Die rein finanzielle Dienstleistung des Sparkontos ist dabei nur ein Teil des Geschäftsmodells, erklären Hankir und sein Mitgründer Marco Trautmann am Konferenztisch im Savedroid Büro mitten im rauen Gutleutviertel nicht weit vom Frankfurter Hauptbahnhof. Strategie von Savedroid soll vielmehr sein, anhand der Kontobewegungen der Kunden deren Sparpotenzial zu erkennen.

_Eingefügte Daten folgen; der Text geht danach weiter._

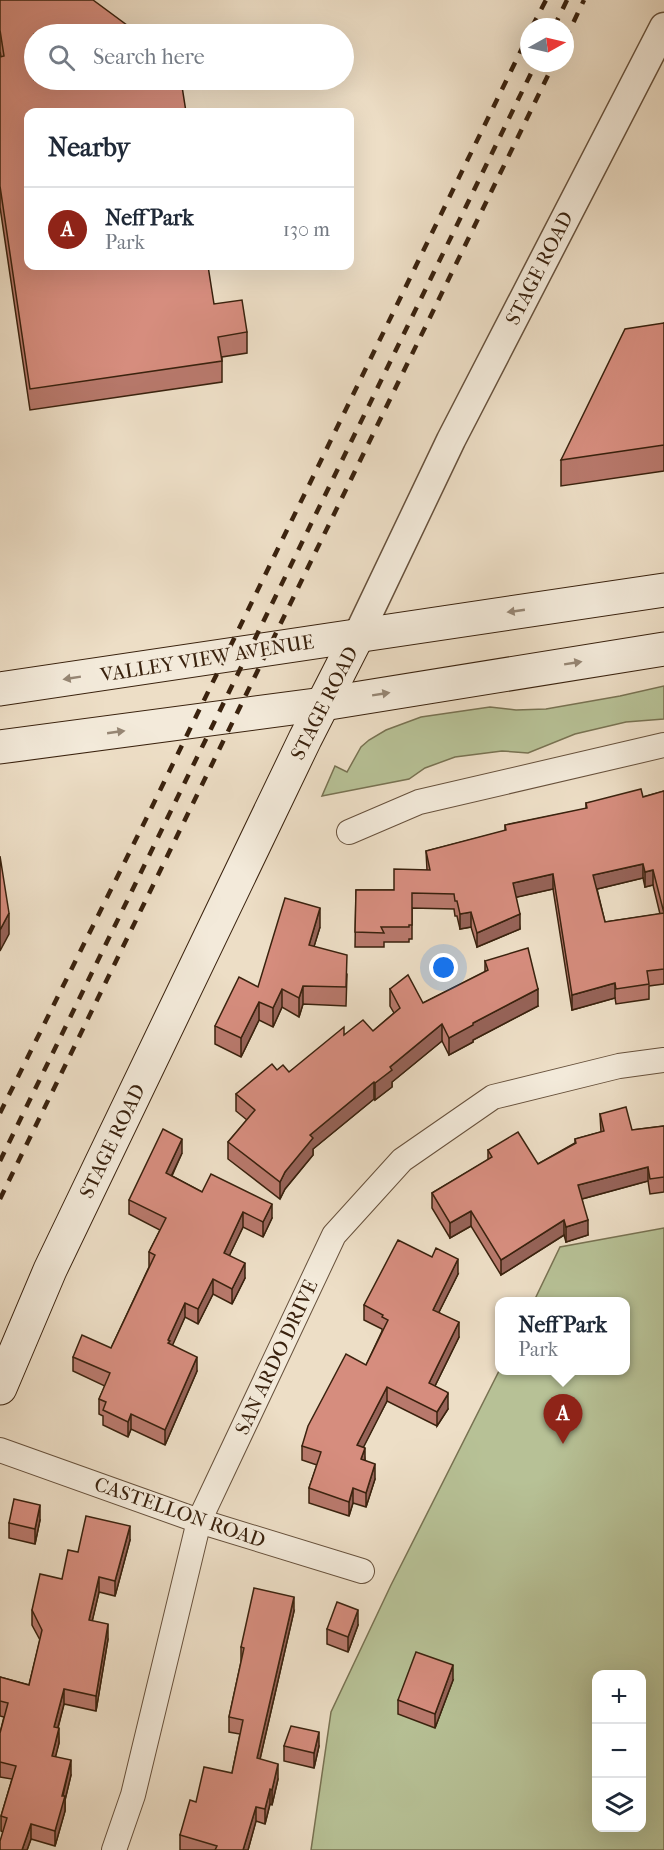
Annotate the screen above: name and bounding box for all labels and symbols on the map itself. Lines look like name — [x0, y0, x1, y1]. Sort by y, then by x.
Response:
north arrow — [520, 18, 574, 72]
street label: STAGE ROAD — [501, 208, 578, 329]
one-way arrow — [506, 607, 525, 616]
street label: VALLEY VIEW AVENUE — [98, 630, 316, 687]
street label: STAGE ROAD — [286, 643, 363, 764]
one-way arrow — [564, 659, 583, 668]
one-way arrow — [62, 674, 81, 683]
one-way arrow — [371, 689, 390, 698]
one-way arrow — [107, 727, 126, 736]
your location — [429, 953, 458, 982]
street label: STAGE ROAD — [75, 1080, 150, 1202]
street label: SAN ARDO DRIVE — [230, 1276, 322, 1438]
pin: A — [544, 1394, 582, 1444]
street label: CASTELLON ROAD — [91, 1472, 268, 1553]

Beispiel: Der Handy- oder Energieversorgungsvertrag ist zu teuer und könnte gegen ein billigeres Angebot bei vergleichbarer Leistung getauscht werden.
Frankfurt am Main ist der wichtigste deutsche Stützpunkt der klassischen Bankenbranche. Im Schatten der Wolkenkratzer siedeln sich allerdings immer mehr kleine Finanz-Start-ups wie Savedroid an. Immerhin elf FinTechs gibt es hier, in der Kreativhauptstadt Berlin sind es 29. Hankirs erste FinTech-Gründung namens Vaamo ist in einem Hinterhaus an der Mainzer Landstraße im Frankfurter Gallusviertel entstanden. Lage und Einrichtung der Räume des Internetportals für digitalisierte Vermögensanlage gleichen dem Savedroid-Büro: Offene Küche, Fußballtisch, freilaufender Bürohund. Start-up-Feeling eben.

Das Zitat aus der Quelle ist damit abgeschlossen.